Task details >> In the following listing, find the lines containing "Mayo" and report them.

Recorded information >>
....

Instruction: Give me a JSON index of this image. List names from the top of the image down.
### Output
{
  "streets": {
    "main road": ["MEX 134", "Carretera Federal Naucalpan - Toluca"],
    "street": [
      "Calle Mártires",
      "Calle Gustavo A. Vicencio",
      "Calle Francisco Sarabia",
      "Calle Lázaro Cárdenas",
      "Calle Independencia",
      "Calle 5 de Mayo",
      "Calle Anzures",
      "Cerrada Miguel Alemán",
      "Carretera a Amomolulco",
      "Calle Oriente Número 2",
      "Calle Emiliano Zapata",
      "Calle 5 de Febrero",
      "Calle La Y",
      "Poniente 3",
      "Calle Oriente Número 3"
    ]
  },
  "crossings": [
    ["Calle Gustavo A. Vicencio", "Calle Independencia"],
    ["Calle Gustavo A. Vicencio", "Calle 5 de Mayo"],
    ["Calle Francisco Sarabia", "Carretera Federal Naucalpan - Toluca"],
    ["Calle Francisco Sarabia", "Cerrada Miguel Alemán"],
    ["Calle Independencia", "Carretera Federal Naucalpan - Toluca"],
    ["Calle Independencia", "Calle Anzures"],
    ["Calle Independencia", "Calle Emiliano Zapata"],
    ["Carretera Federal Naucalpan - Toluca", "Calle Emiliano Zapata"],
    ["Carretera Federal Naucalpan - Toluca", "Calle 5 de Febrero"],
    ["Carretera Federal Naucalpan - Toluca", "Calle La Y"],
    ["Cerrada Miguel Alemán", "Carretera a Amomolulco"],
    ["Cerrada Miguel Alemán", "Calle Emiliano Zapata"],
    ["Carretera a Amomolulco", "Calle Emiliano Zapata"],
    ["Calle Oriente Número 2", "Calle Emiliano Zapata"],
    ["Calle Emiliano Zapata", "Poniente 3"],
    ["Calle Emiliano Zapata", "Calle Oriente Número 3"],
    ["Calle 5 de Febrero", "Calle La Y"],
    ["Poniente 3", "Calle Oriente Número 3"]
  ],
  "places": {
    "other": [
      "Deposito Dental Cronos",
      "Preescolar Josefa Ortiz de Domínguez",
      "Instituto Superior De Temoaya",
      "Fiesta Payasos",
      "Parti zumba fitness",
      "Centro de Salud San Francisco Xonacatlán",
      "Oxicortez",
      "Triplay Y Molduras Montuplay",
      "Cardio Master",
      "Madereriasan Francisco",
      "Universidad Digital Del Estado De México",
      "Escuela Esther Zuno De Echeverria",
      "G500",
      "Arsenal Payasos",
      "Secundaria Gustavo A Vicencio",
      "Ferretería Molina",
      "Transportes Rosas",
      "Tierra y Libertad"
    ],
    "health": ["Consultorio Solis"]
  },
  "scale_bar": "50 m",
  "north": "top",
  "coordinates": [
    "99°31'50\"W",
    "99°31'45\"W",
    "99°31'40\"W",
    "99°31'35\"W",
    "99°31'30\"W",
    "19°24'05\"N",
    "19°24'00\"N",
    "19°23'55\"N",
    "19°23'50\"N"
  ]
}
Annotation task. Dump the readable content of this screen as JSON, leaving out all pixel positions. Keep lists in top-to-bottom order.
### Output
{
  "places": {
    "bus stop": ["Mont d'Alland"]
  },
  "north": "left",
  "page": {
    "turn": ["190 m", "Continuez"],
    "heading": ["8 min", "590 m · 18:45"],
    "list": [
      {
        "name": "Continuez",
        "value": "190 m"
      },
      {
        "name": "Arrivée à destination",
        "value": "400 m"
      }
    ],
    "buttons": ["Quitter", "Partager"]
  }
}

....

Response >>
      "Calle 5 de Mayo",
    ["Calle Gustavo A. Vicencio", "Calle 5 de Mayo"],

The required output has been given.